Estamos hablando pues, de que el arte de hilar y de tejer debió de formar parte activa de algunos de los ritos de la espiritualidad indígena europea, unos ritos en los que existen infinidad de testimonios históricos de haber sido oficiados por mujeres iniciadas o sacerdotisas. Parece obvio establecer aquí un paralelismo simbólico con el recuerdo o mito de las sorgiñas vascas, quiénes aparecen en algunas leyendas y narraciones populares vinculadas a una rueca como instrumento mágico (Ej. Dolmen de sorginetxe). Por ello, es también probable, que como ocurre en otras culturas indígenas, la iniciación en el arte de hilar y de tejer como oficio típicamente femenino, estuviera acompañado de ciertas enseñanzas espirituales con las que se iniciaba a las jóvenes vascas en los “misterios” de la religión de Mari. Así lo cree Txema Hornilla:
"Mari, la diosa ancestral, suele llevar cautiva a una jovencita y la retiene por un tiempo en su cueva, enseñándole a hilar y desvelándole ciertos secretos. Nos hallamos frente al arquetípico esquema de la iniciación femenina, con la reclusión de la novicia en un lugar donde no ha de ver el Sol y en conexión, por tanto, con el simbolismo de la Luna como artesana del tiempo y tejedora de la existencia, concebida ésta a modo de laberinto, como un intrincado cruce de caminos (posibilidades de ser) sobre el que se cierne el destino. No en vano la tela de araña, imagen perfecta de este concepto, se llama en euskera amama sare , es decir, red de la abuela ( o lo que es lo mismo, red de los ancestros femeninos).” Txema Hornilla, “Zamalzain el chamán y los magos del carnaval vasco".
Todos los paralelismos que hemos visto hasta ahora entre el mito de Mari y la Gran Diosa del arte neolítico nos permiten afirmar, con cierta solvencia, que el mito de Mari tiene un claro substrato cultural preindoeuropeo, lo cual, a su vez, sería indicador de que su origen cultural primigenio debe remontarse, como mínimo, hasta las primeras culturas agrícolas de nuestro continente. Pero además, existen otras evidencias que nos permiten situar el origen de dicho mito aún más atrás en el tiempo. Así, si damos por cierta su relación simbólica con las estatuillas femeninas neolíticas, estamos a la par afirmando que el origen histórico del mito de Mari pudiera remontarse hasta el Paleolítico Superior, pues la tradición de tallar y esculpir estatuillas femeninas no es originariamente neolítica, sino que se remonta al menos a 30.000 años antes.

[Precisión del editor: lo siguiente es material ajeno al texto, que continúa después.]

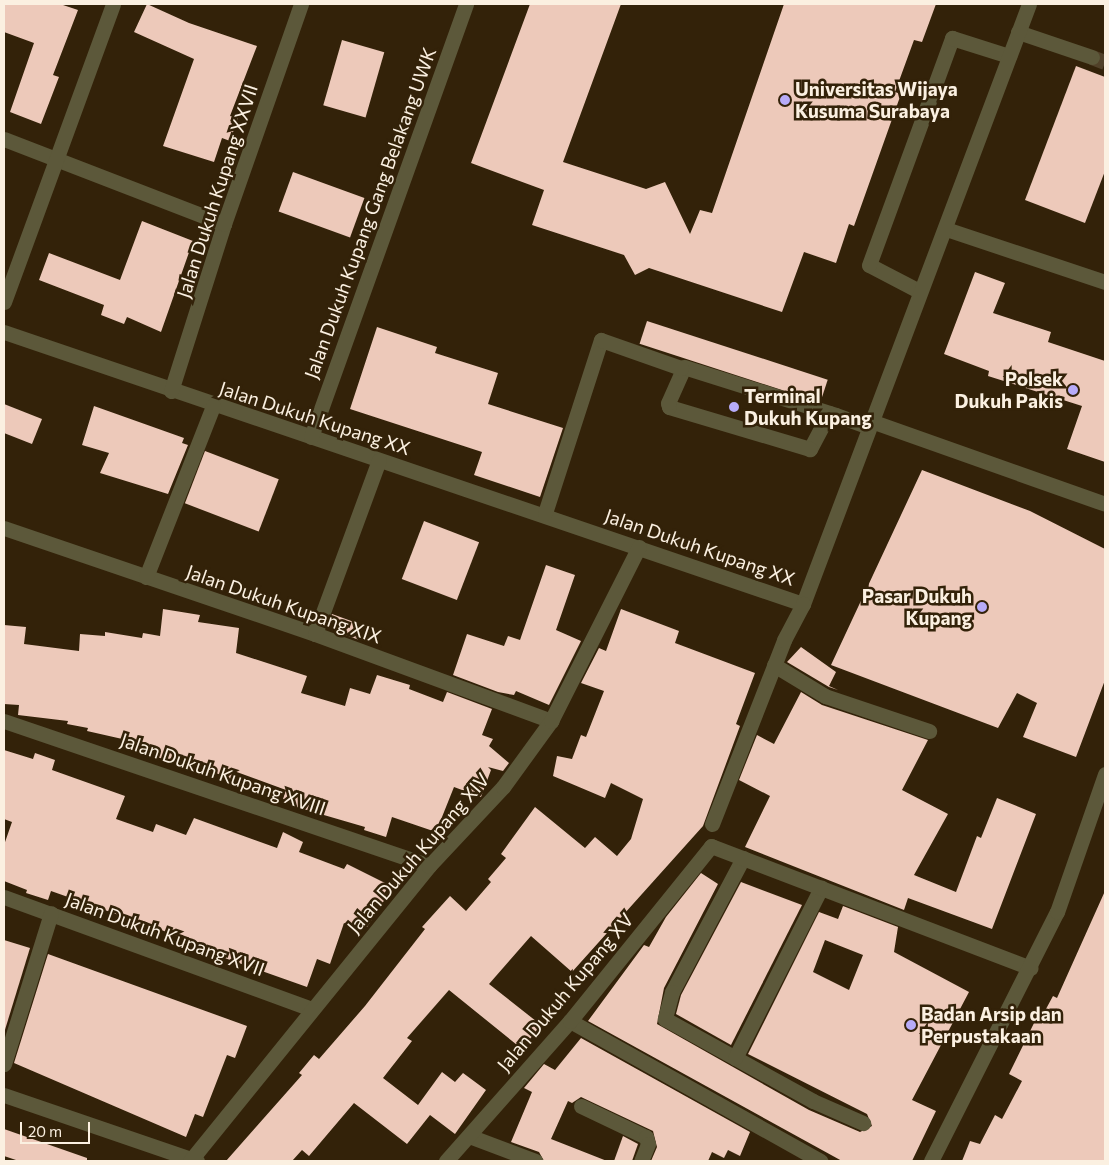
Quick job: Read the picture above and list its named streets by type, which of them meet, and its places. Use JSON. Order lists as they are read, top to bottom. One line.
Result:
{"streets":{"street":["Jalan Dukuh Kupang XXVII","Jalan Dukuh Kupang Gang Belakang UWK","Jalan Dukuh Kupang XX","Jalan Dukuh Kupang XIX","Jalan Dukuh Kupang XVIII","Jalan Dukuh Kupang XIV","Jalan Dukuh Kupang XVII","Jalan Dukuh Kupang XV"]},"crossings":[["Jalan Dukuh Kupang XXVII","Jalan Dukuh Kupang XX"],["Jalan Dukuh Kupang Gang Belakang UWK","Jalan Dukuh Kupang XX"],["Jalan Dukuh Kupang XX","Jalan Dukuh Kupang XIV"],["Jalan Dukuh Kupang XIX","Jalan Dukuh Kupang XIV"],["Jalan Dukuh Kupang XVIII","Jalan Dukuh Kupang XIV"],["Jalan Dukuh Kupang XIV","Jalan Dukuh Kupang XVII"]],"places":["Universitas Wijaya Kusuma Surabaya","Polsek Dukuh Pakis","Terminal Dukuh Kupang","Pasar Dukuh Kupang","Badan Arsip dan Perpustakaan"],"scale_bar":"20 m"}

Estatuillas femeninas paleolíticas
Las estatuillas femeninas conocidas como venus paleolíticas, pueden considerarse, sin ninguna duda, como las precursoras o “hermanas mayores” de las del posterior arte neolítico preindoeuropeo y evidencian, como ya hemos expuesto anteriormente, un continuum simbólico entre dos periodos históricos a los que, sin embargo, se suele presentar en nuestros libros de historia como dos grandes espacios temporales y culturales diferenciados bajo la dicotomía: nómada-cazador-recolector (Paleolítico Superior) / sedentario-agricultor-pastor (Neolítico). Aun siendo cierta esta diferenciación entre el desarrollo técnico y las formas de vida del Paleolítico Superior y del Neolítico, parece que en lo relativo a su cosmovisión, se mantuvo en esencia un mismo imaginario mítico a lo largo de estos dos periodos históricos, que perduró en toda Europa hasta hace unos 4.500 años, cuando comenzó paulatinamente a desaparecer o desvirtuarse por la expansión de los nuevos mitos que trajeron consigo los invasores indoeuropeos.

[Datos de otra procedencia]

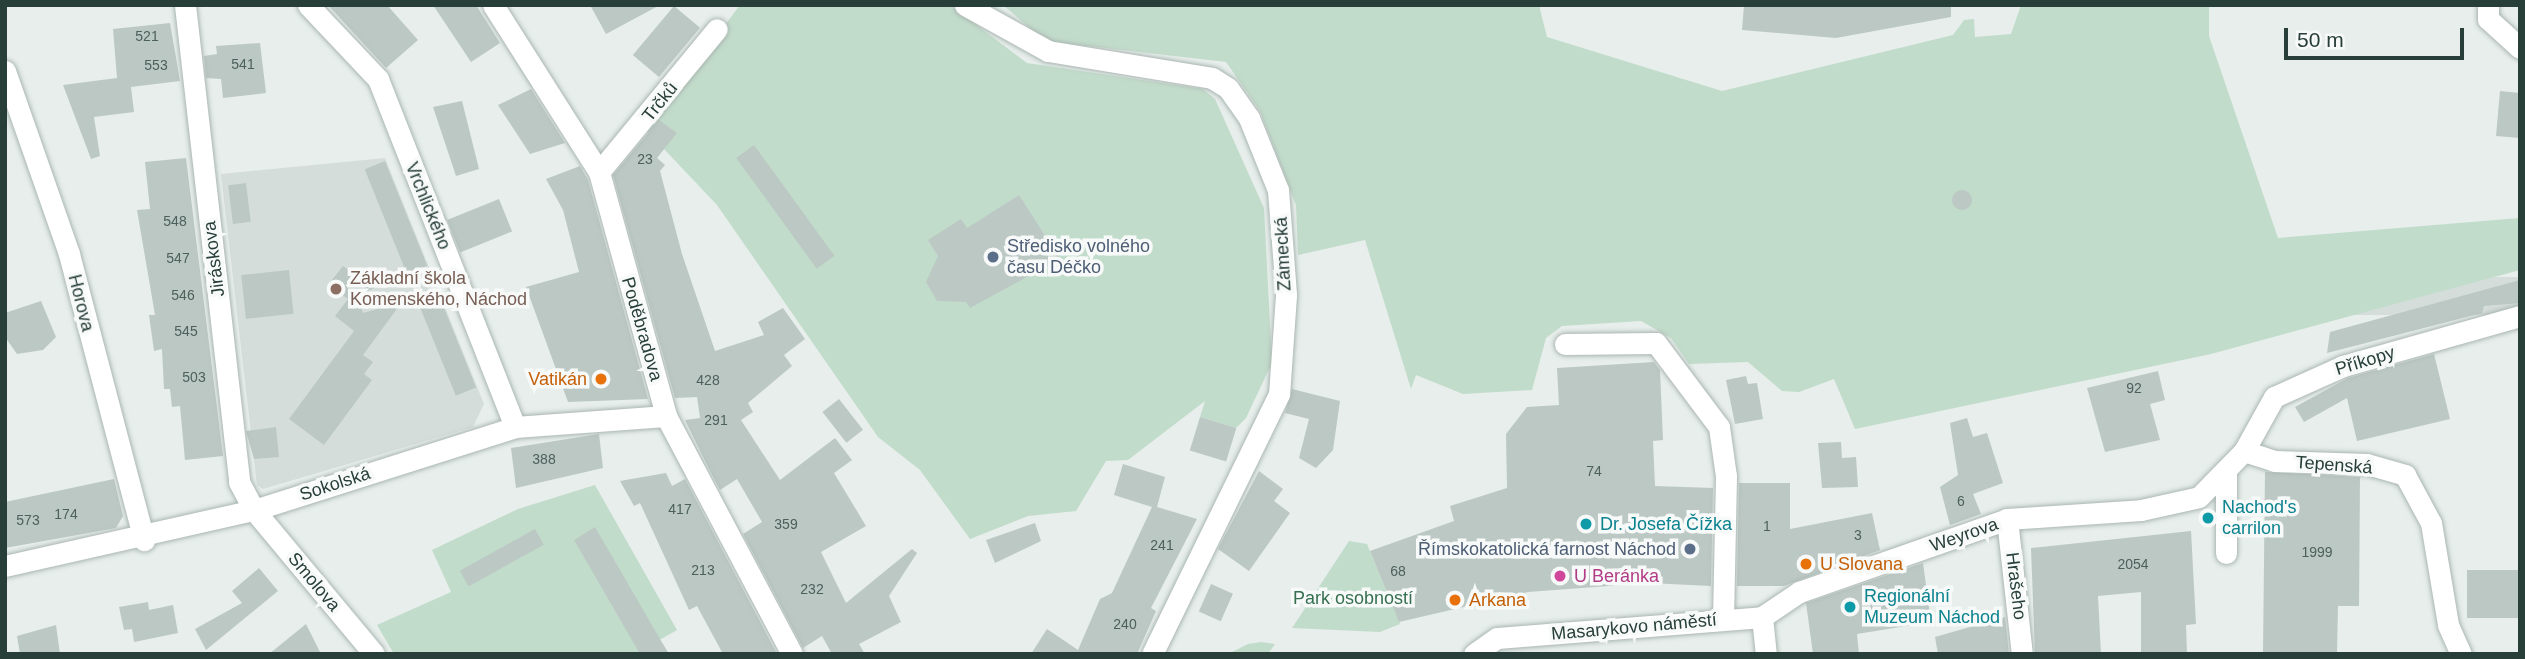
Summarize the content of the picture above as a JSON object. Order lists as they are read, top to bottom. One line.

“Desde luego, lo que resulta sorprendente no es la metamorfosis de los símbolos a través de los milenios, sino, más bien, la pervivencia de los mismos desde el Paleolítico. Los principales aspectos de la Diosa del Neolítico (La Donante de Vida, representada en una pose de parto naturalista; La que da la fertilidad, influyendo en el crecimiento y la multiplicación, representada desnuda y evidentemente embarazada; La protectora que proporciona hálito o alimento, representada como una mujer-pájaro con senos y prominentes glúteos; y La portadora de la muerte, representada como un desnudo rígido tallado en hueso) pueden ser rastreados hasta el período en que aparecieron las primeras esculturas de hueso, marfil o piedra, alrededor del 25.000 a.C., y sus símbolos (vulvas, triángulos, senos, cheurones, zigzags, meandros y cúpulas) incluso hasta mucho antes.” Marija Gimbutas, “El lenguaje de la Diosa”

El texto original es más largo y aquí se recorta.